When a user connects to a load balancer, the load balancer selects one of several backend servers based on its configured algorithm. This arrangement abstracts the complexity of the backend infrastructure—users need not know how many servers exist or how they’re organized. Load balancing is one of the most common reasons for deploying a reverse proxy.
The second major use case is routing, exemplified by API gateways. An API gateway can route requests based on path prefixes: requests starting with /auth might go to the authentication service, while those starting with /payments route to the payment service. The routing logic resides in the reverse proxy, which directs traffic to the appropriate downstream service.
Caching represents the third advantage. Since all traffic passes through the reverse proxy, it can cache static responses and serve them directly without contacting the origin server.
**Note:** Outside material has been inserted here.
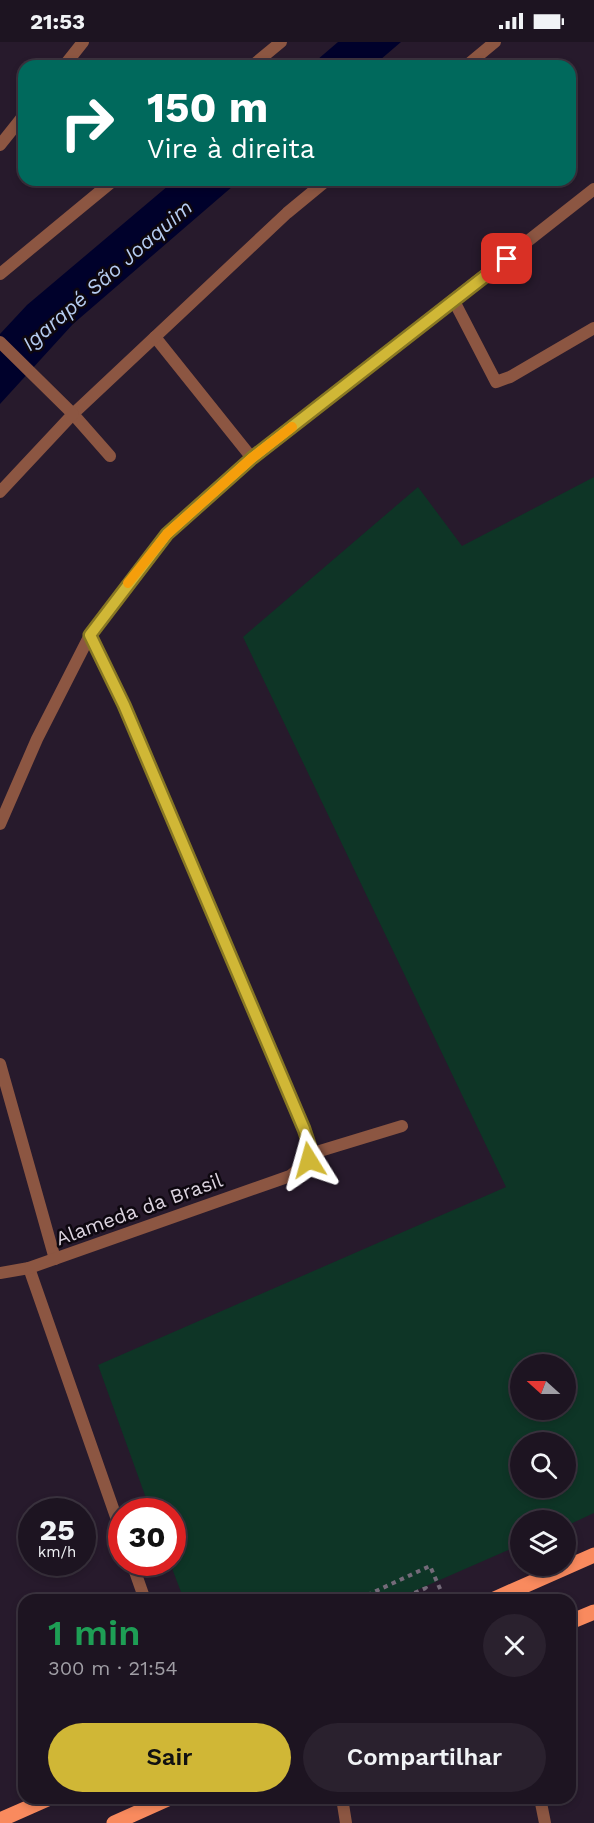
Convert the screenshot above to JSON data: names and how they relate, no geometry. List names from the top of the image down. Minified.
{"streets":{"street":["Alameda da Brasil"]},"water":["Igarapé São Joaquim"],"north":"left","page":{"status":"21:53","turn":["150 m","Vire à direita"],"speed":"25 km/h","limit":"30","heading":["1 min","300 m · 21:54"],"buttons":["Sair","Compartilhar"]}}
If a particular blog post becomes very popular, the content can be cached at the load balancer level. Subsequent requests for that post receive immediate responses from the cache, conserving API server bandwidth, CPU, and memory.
The fourth benefit is infrastructure abstraction. The reverse proxy becomes a single point of entry, hiding whether five, ten, or fifteen servers operate behind it. Clients always connect to the load balancer’s domain name, and the load balancer handles server selection. This abstraction enables elastic infrastructure: servers can be added or removed without affecting users, who remain unaware of these changes. The reverse proxy masks downstream complexity, whereas the forward proxy masks client complexity.
Common reverse proxy implementations include load balancers like Nginx and HAProxy, API gateways like Kong, and database proxies. Database proxies deserve particular attention.
Database Proxies
ProxySQL exemplifies a database proxy. It accepts SQL queries from clients and abstracts the underlying database topology. Behind the scenes, the database may be sharded or partitioned across multiple servers, but clients interact with a single endpoint. The routing logic resides in the database proxy. While ProxySQL is one concrete implementation, most database systems provide their own proxy solutions.
Database proxies offer three primary advantages. First, they cache common SQL queries. When a frequently executed query arrives, the proxy can serve results from its cache rather than forwarding the request to the database. Only the initial request reaches the database; subsequent identical queries receive cached responses. This significantly reduces database load.
Second, database proxies implement connection pooling. They accept numerous connections from clients but maintain a limited, optimized pool of connections to the actual database servers. This approach maximizes database connection utilization while accommodating many simultaneous clients.
Third, they abstract database topology. Clients don’t need to know how data is distributed, which servers own which data, or how many servers exist. If the infrastructure scales from three servers to five, clients remain unaffected—they continue using the same single point of contact. This abstraction is fundamental to building scalable, maintainable systems.
Reverse proxies are extremely prevalent in real-world system design, whether for APIs or databases. Load balancers, API gateways like Kong, and database proxies like ProxySQL are essential components of modern distributed systems. Understanding their operation and capabilities is critical for designing robust, scalable architectures.